The two moons of Mars are called Phobos and Deimos, meaning “fear and “panic”. Phobos is extensively studied by Earth-based telescopes and by satellites in Mars orbit. Deimos, however, is so small that major observations are impossible from Earth.
Stickney crater dominates one hemisphere of Phobos. It is a 10-kilometer-wide, 100-meter-deep scar that is supposed to be the result of an impact. Previous Pictures of the Day illustrate the physical problems associated with that theory, since blasting large craters into small bodies ought to disrupt their overall structure. For example, there is a hole in asteroid 253 Mathilde big enough to disintegrate the asteroid, except that it is still there.
Phobos is a mere 28 by 20 kilometers in size, so Stickney crater is nearly half as big as the asteroid-sized moon. Why are both objects intact? Planetary scientists speculate that asteroids (and small moons) are loosely aggregated, similar to a gravel pit. Since the celestial bodies in question were not blown apart, it is thought that they behave like piles of sand, cushioning the shocks.
Since Phobos is about the same size as asteroids Mathilde, Eros and Ida, is there something that can form similar structures without obliterating the objects in the first place? The answer is electricity.
Some astronomers think that fracture lines around Stickney crater prove that the moon underwent severe shock, and that it was distorted on impact.
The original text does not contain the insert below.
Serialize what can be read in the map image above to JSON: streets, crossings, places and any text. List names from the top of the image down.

On closer examination, the grooves are chains of small craters, not “fracture lines”. The area around the crater is blunted and smooth, with no large breccias, although the moon is covered with a meter of ultra-fine dust. A recent press release ascribes the furrows to “rolling boulders”, although a telling comment from the article states, “But there’s a problem: we don’t see any boulders on the surface.”
Picture of the Day articles about Mars reveal that millions of cubic kilometers of rock and dust were blasted out of the planet, reaching escape velocity. Stone blocks larger than Manhattan Island also fell back to Mars from a great height, which explains the fields of boulders with sharp edges covering thousands of square kilometers.
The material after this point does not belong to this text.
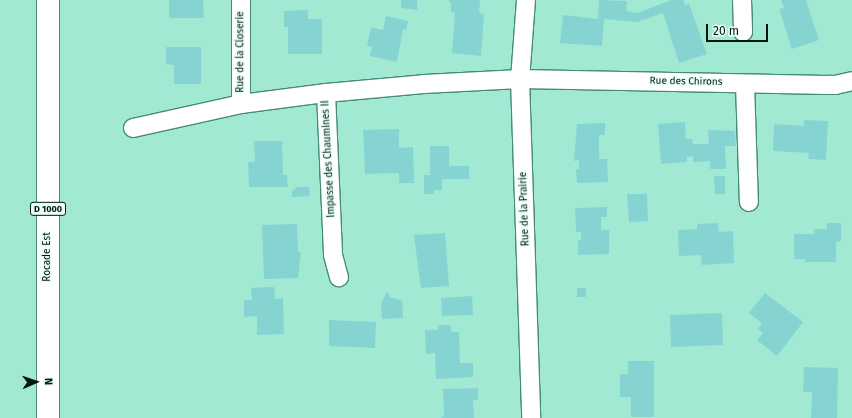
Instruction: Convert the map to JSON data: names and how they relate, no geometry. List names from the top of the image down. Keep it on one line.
{"streets":{"main road":["D 1000","Rocade Est"],"street":["Rue de la Closerie","Rue des Chirons","Impasse des Chaumines II","Rue de la Prairie"]},"crossings":[["Rue de la Closerie","Impasse des Chaumines II"],["Rue des Chirons","Impasse des Chaumines II"],["Rue des Chirons","Rue de la Prairie"]],"scale_bar":"20 m","north":"right"}
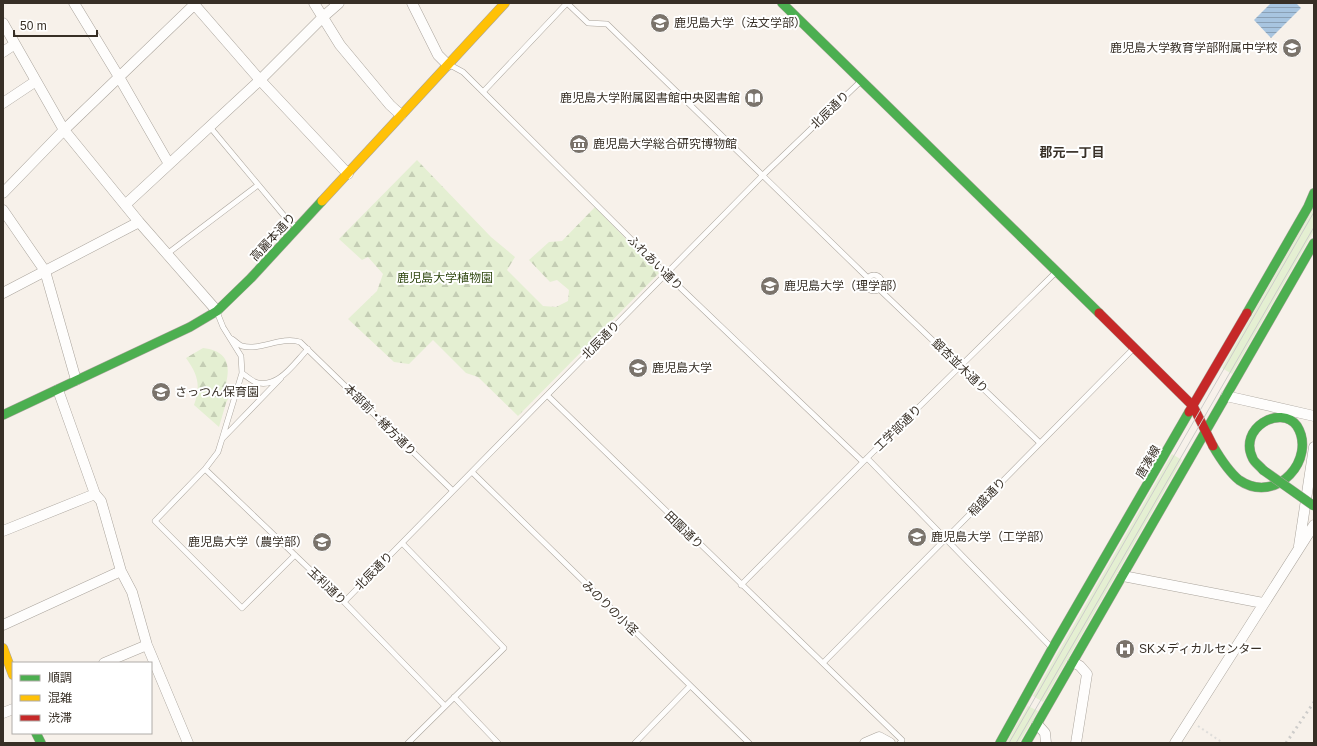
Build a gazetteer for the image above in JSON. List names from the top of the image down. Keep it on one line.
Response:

The electrical history of the solar system includes intensely energetic events and violent interactions. Plasma discharges excavated surface depressions, scooped out material and then blasted it into space, leaving cleanly cut features. The lightning bolts that carved Mars threw large chunks of its crust into orbit. The result was that Phobos and the aforementioned asteroids are covered in dust, and are defined by huge craters that look half-melted.
Phobos and Deimos are the remnants of a catastrophic event that electrically devastated Mars.